My second informative blog post is going to be about creation of a logo using open source tools, namely Inkscape.
So, about 2 weeks after the beginning of my internship I was approached by guys from Brno Red Hat office, who needed help in developing a logo for their Taskotron project. Taskotron is a framework for automated task execution. Logo design being my main speciality, I approached the project with all my experience 😉
First of, I prepared a simple questionnaire about the logo and met with Josef and Jan to define the problem facing me and interview them. They told me that it was a framework for task/test automation, which would be used mainly by developers and package maintainers. Considering the logo itself the words used to describe it were “all-embracing, boundless, composite, helpful and high tech – low life”. It was going to be something minimalistic and possibly fun as opposed to corporate.
I myself, hearing the word “tron” and high-tech, immediately thought of the movie TRON: Legacy 😉 And here’s a little inspirational board I had to start with:
Having all that in mind, I started creating sketches. There were several ideas I worked with:
- combination of letters TT;
- a protective animal (elephant);
- the idea of a package being checked (literally 🙂 );
- boundless and composite material.
From here we selected 4 and of those I created vector versions with Inkscape.

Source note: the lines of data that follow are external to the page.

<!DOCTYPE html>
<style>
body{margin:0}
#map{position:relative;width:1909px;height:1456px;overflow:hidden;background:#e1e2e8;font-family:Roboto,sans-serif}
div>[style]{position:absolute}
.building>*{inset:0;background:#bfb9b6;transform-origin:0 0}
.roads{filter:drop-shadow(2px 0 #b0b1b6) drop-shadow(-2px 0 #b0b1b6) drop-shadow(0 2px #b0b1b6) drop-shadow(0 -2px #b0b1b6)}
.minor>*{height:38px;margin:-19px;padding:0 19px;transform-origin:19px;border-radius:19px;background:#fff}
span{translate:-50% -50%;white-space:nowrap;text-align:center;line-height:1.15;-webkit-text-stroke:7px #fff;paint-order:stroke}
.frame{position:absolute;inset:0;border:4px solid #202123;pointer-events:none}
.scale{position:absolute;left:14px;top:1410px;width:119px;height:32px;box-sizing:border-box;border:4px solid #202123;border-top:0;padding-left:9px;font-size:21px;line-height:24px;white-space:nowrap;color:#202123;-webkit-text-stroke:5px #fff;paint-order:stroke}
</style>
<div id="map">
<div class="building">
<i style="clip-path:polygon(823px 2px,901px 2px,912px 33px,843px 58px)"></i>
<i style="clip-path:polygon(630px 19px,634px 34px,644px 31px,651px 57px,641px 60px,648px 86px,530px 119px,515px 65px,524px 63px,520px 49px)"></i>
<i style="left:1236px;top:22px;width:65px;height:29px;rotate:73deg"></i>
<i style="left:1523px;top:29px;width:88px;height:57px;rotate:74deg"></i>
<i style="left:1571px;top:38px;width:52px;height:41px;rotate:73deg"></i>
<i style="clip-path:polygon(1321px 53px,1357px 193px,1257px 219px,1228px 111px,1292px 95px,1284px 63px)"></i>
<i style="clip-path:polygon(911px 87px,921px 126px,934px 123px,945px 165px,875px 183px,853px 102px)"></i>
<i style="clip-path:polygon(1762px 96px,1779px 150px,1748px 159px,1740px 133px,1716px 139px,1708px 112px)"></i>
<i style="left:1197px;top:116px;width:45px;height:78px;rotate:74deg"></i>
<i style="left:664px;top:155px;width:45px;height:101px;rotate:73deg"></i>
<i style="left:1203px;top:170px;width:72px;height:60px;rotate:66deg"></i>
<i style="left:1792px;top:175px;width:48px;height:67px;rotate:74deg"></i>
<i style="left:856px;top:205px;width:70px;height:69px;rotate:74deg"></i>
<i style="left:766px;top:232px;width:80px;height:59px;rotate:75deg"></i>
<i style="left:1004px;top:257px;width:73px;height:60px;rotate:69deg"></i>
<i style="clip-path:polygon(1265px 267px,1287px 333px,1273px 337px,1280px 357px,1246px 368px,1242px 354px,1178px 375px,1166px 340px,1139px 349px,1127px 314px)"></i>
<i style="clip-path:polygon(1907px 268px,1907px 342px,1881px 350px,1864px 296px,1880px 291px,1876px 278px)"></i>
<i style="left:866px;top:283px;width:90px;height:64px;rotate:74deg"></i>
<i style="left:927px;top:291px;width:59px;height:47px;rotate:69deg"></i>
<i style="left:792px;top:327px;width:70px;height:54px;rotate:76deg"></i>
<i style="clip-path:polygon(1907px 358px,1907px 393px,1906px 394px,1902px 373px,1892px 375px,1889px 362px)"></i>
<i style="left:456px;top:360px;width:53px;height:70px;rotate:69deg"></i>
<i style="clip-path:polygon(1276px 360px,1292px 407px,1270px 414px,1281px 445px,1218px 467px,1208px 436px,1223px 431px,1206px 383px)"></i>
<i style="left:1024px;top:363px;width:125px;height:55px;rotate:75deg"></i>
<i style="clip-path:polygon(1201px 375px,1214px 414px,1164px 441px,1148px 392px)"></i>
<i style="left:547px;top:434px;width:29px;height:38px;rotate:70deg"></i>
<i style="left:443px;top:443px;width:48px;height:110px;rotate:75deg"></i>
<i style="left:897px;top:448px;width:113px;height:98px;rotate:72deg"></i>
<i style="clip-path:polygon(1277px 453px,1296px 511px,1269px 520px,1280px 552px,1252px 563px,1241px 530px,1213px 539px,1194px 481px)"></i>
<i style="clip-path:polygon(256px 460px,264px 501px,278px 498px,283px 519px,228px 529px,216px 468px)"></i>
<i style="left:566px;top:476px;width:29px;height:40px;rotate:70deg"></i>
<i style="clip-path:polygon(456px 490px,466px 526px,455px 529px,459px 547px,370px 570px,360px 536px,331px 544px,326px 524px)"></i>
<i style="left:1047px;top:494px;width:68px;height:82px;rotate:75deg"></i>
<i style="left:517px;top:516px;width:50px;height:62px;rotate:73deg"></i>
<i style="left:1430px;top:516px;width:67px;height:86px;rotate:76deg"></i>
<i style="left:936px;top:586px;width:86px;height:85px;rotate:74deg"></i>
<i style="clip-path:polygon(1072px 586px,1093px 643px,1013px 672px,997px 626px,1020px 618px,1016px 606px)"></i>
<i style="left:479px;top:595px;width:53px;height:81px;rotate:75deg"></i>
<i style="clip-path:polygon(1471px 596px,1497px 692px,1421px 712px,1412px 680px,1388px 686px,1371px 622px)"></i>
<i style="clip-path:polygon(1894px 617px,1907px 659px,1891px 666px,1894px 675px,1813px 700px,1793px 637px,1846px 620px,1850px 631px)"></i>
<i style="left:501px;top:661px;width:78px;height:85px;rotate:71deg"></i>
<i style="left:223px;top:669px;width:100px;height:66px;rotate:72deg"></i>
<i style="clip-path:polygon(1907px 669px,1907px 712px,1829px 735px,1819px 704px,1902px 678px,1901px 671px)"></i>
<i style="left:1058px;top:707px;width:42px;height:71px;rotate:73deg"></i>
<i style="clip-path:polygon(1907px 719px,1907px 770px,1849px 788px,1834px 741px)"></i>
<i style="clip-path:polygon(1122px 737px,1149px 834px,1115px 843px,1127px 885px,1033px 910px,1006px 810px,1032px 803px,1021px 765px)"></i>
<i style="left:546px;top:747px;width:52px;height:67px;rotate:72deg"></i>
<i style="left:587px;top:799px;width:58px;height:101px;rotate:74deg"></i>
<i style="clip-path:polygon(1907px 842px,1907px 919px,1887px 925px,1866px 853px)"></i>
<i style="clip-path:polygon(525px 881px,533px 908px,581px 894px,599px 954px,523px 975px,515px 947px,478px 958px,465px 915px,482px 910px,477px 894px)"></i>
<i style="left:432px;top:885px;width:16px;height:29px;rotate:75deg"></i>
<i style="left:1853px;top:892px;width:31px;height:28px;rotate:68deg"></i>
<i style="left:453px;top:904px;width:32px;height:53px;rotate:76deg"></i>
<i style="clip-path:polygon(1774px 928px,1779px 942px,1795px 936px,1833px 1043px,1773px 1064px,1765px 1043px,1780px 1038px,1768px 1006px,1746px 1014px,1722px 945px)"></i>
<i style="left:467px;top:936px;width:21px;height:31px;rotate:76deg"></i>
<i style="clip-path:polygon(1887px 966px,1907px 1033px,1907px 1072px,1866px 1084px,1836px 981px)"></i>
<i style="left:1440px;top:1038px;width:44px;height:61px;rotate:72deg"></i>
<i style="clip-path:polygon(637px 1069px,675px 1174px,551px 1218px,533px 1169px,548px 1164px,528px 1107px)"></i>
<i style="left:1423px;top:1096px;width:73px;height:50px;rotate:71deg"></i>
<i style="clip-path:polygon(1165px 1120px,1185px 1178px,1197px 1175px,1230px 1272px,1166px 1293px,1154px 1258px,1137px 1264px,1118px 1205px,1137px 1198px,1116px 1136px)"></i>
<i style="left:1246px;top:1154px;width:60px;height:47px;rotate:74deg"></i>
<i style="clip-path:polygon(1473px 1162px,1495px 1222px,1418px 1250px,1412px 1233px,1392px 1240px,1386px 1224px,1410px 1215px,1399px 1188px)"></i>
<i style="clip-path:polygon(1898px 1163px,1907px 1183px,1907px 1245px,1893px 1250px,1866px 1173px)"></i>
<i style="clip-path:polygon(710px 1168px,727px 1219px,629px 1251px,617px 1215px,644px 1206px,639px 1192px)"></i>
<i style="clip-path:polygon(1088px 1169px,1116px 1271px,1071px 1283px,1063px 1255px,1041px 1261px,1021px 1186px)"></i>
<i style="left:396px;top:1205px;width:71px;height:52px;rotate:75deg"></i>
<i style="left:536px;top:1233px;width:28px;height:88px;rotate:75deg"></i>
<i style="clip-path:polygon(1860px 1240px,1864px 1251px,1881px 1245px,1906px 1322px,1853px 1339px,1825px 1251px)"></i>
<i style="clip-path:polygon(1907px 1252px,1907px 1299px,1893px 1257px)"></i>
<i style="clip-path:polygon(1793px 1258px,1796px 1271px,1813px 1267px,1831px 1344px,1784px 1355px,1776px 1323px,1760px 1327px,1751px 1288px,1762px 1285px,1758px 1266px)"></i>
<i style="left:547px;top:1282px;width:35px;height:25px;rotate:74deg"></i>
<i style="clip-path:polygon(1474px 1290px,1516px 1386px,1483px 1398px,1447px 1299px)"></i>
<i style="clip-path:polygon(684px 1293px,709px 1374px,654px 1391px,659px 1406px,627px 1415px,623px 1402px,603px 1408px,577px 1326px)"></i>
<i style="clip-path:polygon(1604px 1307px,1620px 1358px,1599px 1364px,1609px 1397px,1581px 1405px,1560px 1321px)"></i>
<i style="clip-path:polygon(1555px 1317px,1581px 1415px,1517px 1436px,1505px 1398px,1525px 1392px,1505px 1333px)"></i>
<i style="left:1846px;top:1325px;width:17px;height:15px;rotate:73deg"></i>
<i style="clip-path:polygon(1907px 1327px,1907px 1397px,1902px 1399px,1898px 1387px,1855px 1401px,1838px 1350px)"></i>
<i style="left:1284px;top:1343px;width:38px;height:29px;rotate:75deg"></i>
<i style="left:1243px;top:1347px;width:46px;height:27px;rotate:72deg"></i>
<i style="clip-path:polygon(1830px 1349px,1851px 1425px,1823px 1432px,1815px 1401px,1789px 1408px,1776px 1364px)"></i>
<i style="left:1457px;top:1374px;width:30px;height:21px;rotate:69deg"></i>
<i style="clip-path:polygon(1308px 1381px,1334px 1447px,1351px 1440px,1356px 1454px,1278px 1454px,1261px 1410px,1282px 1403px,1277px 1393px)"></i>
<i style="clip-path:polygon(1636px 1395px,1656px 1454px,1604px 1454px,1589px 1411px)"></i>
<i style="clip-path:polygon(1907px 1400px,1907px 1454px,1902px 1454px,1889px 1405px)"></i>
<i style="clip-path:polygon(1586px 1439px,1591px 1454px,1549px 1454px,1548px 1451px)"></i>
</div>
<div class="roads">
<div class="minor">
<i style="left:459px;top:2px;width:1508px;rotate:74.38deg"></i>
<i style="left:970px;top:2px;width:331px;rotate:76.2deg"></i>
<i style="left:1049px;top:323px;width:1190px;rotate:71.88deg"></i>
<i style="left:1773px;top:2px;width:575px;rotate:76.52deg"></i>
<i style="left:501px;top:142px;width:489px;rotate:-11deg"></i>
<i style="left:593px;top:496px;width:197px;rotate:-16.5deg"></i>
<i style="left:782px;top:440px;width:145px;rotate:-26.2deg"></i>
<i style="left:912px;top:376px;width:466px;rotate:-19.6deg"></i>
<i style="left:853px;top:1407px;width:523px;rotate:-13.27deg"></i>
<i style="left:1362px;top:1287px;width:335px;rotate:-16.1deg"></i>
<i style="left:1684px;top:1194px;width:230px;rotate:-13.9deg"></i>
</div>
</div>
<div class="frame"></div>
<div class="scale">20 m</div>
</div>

Guys thought about those for a while and chose the upper right one as being clever,
and it will look good even as a small favicon etc. Also it made the most sense: in the description of Taskotron you are most likely to encounter the words “package” and “check”.

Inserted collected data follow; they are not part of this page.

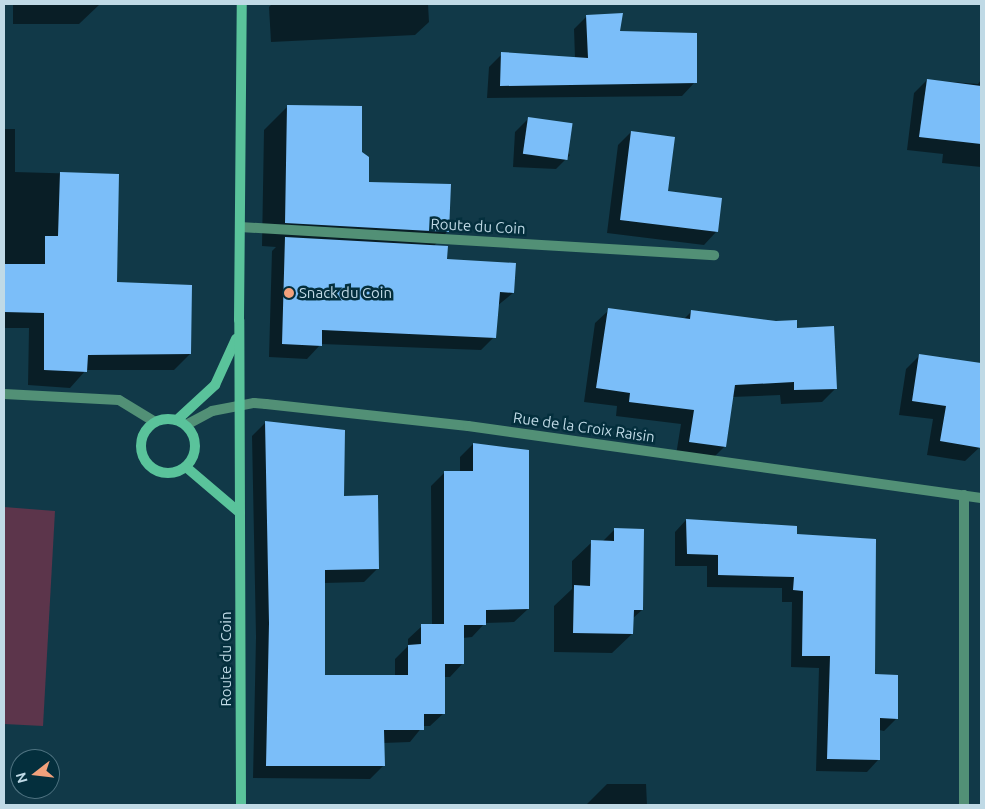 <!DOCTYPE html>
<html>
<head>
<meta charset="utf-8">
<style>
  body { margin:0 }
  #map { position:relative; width:985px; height:809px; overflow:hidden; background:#113948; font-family:Ubuntu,sans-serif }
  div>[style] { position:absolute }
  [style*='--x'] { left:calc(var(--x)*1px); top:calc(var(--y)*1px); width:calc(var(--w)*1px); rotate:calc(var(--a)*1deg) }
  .green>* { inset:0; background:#5c354b }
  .shadow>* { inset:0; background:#0007 }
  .building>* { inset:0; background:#7bbef9; transform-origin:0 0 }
  .street>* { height:10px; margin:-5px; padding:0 5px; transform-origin:5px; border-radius:5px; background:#529076 }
  .secondary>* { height:10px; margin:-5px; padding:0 5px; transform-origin:5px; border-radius:5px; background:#5ac39b }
  .secondary>.ring { margin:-5px; padding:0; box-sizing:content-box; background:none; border:10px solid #5ac39b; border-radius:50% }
  .dots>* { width:14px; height:14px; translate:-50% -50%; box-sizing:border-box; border:2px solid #042f3d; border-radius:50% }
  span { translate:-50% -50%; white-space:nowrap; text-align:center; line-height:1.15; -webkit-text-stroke:5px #042f3d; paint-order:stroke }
  .street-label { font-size:15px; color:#c0dae6 }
  .poi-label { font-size:15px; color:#c0dae6 }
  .left { translate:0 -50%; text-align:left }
  .frame { position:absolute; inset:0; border:5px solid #c0dae6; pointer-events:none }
  .north { position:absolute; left:10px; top:749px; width:50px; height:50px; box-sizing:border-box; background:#042f3d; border:1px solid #4f7381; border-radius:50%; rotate:254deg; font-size:14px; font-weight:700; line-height:20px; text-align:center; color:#c0dae6 }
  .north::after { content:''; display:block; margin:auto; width:18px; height:22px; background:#f1a17c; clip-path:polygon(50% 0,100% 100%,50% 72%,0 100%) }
</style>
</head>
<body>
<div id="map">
  <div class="green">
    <div style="clip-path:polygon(4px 507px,55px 511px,43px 726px,4px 724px)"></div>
  </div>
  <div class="shadow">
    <div style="clip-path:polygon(13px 4px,99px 4px,99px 5px,79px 24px,13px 24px)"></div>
    <div style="clip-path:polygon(272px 4px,428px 4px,429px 22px,415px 35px,271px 42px,269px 7px)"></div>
    <div style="clip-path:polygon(587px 16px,618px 32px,695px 82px,682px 96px,487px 98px,489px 67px,502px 54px,575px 58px,574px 29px)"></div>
    <div style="clip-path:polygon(927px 80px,978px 84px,981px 80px,981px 167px,942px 163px,943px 154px,907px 150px,914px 93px)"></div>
    <div style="clip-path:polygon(288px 106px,361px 153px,368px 183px,447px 232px,433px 247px,446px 260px,513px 293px,497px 306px,494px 337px,481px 350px,321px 344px,307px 359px,269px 357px,272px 251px,276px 247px,262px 246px,264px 130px)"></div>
    <div style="clip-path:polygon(529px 118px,570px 155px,556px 169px,513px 167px,515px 132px)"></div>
    <div style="clip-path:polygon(4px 129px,15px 129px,15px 172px,118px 175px,116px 284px,190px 354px,174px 370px,86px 370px,70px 388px,28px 385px,29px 328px,4px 328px)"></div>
    <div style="clip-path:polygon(631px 132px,667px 192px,716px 232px,704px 245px,607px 233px,618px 145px)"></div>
    <div style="clip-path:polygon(609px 310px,683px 320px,691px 312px,796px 330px,836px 388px,822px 402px,781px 404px,780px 395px,732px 397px,725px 446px,711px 460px,676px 455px,681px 424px,616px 416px,617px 406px,584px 402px,595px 323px)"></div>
    <div style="clip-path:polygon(920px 355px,981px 364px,981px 446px,965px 461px,927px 455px,933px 419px,899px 415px,906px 369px)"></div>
    <div style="clip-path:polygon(265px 423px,343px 497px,378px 568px,364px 582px,324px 583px,324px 676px,395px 676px,395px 659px,408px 646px,408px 639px,422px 626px,432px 626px,431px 486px,444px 473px,460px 472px,460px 457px,473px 444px,527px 451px,528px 609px,514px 622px,485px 623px,472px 637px,463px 638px,463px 663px,450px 677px,444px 677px,444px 713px,430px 726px,423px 726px,410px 742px,383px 743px,384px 765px,370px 779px,253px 778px,256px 637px,252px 436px)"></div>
    <div style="clip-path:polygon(686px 520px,795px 535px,896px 719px,884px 731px,879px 730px,878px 760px,867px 772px,816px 771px,819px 668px,791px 667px,792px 602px,782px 602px,782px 588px,707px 587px,707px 566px,675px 566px,675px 532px)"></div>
    <div style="clip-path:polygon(615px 529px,642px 610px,632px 619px,632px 634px,612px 653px,554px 652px,554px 606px,572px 589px,572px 561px,592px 542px,602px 542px)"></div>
    <div style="clip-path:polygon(607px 784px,646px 784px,647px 805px,586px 805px)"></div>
  </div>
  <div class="building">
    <div style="clip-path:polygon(623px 13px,620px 31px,697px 33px,697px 83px,500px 86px,501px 52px,588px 58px,586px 15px)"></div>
    <div style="clip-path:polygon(927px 79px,981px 86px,981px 144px,919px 137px)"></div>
    <div style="clip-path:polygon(287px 105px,362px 106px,362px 152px,369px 157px,369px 182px,451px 184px,449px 232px,285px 223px)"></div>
    <div style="left:528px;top:117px;width:45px;height:37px;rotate:8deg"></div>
    <div style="clip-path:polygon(631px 131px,675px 137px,668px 191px,722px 198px,718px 232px,620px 220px)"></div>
    <div style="clip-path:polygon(60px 172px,119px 174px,117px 282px,192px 285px,191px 354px,88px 355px,87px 372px,44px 370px,44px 313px,4px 312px,4px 264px,45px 264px,45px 236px,58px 236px)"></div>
    <div style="clip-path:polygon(285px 237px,448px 246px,447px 259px,516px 263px,514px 293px,500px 292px,496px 338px,322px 330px,322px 346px,282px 344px)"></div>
    <div style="clip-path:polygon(608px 308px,690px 319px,691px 310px,776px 321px,797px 320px,797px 328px,834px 326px,837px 389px,794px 390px,794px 382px,735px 385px,726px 447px,689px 442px,694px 410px,629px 402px,630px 393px,596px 388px)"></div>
    <div style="clip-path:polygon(919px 354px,981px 363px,981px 448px,940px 441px,946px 406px,912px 401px)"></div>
    <div style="clip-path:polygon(265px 421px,345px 430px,344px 496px,378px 495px,379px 569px,325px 570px,325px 675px,408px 675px,408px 645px,421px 644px,421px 624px,444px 624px,444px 471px,473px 471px,473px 443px,529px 450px,529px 609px,486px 610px,486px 625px,464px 625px,464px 664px,445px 664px,445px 714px,424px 714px,424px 730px,384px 730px,385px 766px,266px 766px,269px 623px)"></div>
    <div style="clip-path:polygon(686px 519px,797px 526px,797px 534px,876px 539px,875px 674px,898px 675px,898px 719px,880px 718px,880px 760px,827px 759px,830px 656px,802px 656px,803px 591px,793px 590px,794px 577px,718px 575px,718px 555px,687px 554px)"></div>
    <div style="clip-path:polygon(614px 528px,644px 529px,643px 610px,634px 610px,633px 634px,573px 633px,574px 585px,590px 586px,591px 540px,614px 541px)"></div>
  </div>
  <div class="street">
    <div style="--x:240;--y:227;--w:475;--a:3.4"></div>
    <div style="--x:4;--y:394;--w:115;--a:3"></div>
    <div style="--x:119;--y:400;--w:42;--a:31.4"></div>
    <div style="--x:186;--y:425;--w:30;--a:-28"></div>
    <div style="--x:212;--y:411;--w:43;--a:-10.8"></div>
    <div style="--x:254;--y:403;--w:12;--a:5"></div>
    <div style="--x:266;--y:404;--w:203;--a:6.2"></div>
    <div style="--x:468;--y:426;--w:518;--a:7.99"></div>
    <div style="--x:964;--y:805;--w:310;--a:-90"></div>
  </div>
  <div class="secondary">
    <div class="ring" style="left:141px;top:419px;width:44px;height:44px"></div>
    <div style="--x:177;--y:420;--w:52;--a:-42.6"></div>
    <div style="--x:215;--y:385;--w:51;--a:-65.5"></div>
    <div style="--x:186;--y:467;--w:71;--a:40.4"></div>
    <div style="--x:241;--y:805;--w:485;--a:-90.2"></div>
    <div style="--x:239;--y:320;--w:316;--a:-89.5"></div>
  </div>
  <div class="dots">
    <div style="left:289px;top:293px;background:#f1a17c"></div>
  </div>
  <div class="street-label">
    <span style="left:478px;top:226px;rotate:3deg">Route du Coin</span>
    <span style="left:584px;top:427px;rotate:8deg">Rue de la Croix Raisin</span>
    <span style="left:226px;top:659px;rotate:-90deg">Route du Coin</span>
  </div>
  <div class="poi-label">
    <span class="left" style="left:299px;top:293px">Snack du Coin</span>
  </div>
  <div class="frame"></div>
  <div class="north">N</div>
</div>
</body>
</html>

The next step was choosing a font and working on colors. For the font they preferred something more futuristic, rather than neutral. I used Fonsquirrel to look for something cool, as they always have a lot of free and beautiful fonts. So we chose #1 and #5 to work on. I further refined the letters and made them more neat and consistent, and corrected the kerning.
As for the colors, we agreed on some desaturated ones, possibly grey-green steel, aged copper or ash-gray.
After a brief discussion, we chose the best version of the font, and I prepared a palette to be used online and several versions of the logo. Here’s the final picture:
Can’t wait to see the logo in action!